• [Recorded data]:

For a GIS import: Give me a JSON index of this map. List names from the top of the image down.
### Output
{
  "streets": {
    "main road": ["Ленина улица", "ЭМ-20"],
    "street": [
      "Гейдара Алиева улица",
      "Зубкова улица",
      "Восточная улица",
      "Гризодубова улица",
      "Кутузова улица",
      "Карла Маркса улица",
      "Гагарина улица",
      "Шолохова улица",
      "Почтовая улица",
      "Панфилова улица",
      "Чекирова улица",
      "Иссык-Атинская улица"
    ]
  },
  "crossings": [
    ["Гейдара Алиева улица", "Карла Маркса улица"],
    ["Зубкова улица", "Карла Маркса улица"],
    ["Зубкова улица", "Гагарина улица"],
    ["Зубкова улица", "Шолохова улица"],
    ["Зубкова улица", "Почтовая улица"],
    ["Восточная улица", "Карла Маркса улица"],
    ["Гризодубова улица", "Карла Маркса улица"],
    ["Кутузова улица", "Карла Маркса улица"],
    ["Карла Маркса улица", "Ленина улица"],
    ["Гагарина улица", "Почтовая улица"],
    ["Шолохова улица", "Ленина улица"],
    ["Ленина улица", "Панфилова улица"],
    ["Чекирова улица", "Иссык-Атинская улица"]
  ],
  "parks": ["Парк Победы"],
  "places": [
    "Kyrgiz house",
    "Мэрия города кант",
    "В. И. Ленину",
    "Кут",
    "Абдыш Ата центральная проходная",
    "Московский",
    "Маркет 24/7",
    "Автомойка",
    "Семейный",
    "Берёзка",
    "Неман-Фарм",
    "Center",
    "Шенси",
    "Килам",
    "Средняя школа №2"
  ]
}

• [TASK REQUIREMENTS]:
Every line in the records has to be written out again exactly.

• [RESPONSE]:
For a GIS import: Give me a JSON index of this map. List names from the top of the image down.
### Output
{
  "streets": {
    "main road": ["Ленина улица", "ЭМ-20"],
    "street": [
      "Гейдара Алиева улица",
      "Зубкова улица",
      "Восточная улица",
      "Гризодубова улица",
      "Кутузова улица",
      "Карла Маркса улица",
      "Гагарина улица",
      "Шолохова улица",
      "Почтовая улица",
      "Панфилова улица",
      "Чекирова улица",
      "Иссык-Атинская улица"
    ]
  },
  "crossings": [
    ["Гейдара Алиева улица", "Карла Маркса улица"],
    ["Зубкова улица", "Карла Маркса улица"],
    ["Зубкова улица", "Гагарина улица"],
    ["Зубкова улица", "Шолохова улица"],
    ["Зубкова улица", "Почтовая улица"],
    ["Восточная улица", "Карла Маркса улица"],
    ["Гризодубова улица", "Карла Маркса улица"],
    ["Кутузова улица", "Карла Маркса улица"],
    ["Карла Маркса улица", "Ленина улица"],
    ["Гагарина улица", "Почтовая улица"],
    ["Шолохова улица", "Ленина улица"],
    ["Ленина улица", "Панфилова улица"],
    ["Чекирова улица", "Иссык-Атинская улица"]
  ],
  "parks": ["Парк Победы"],
  "places": [
    "Kyrgiz house",
    "Мэрия города кант",
    "В. И. Ленину",
    "Кут",
    "Абдыш Ата центральная проходная",
    "Московский",
    "Маркет 24/7",
    "Автомойка",
    "Семейный",
    "Берёзка",
    "Неман-Фарм",
    "Center",
    "Шенси",
    "Килам",
    "Средняя школа №2"
  ]
}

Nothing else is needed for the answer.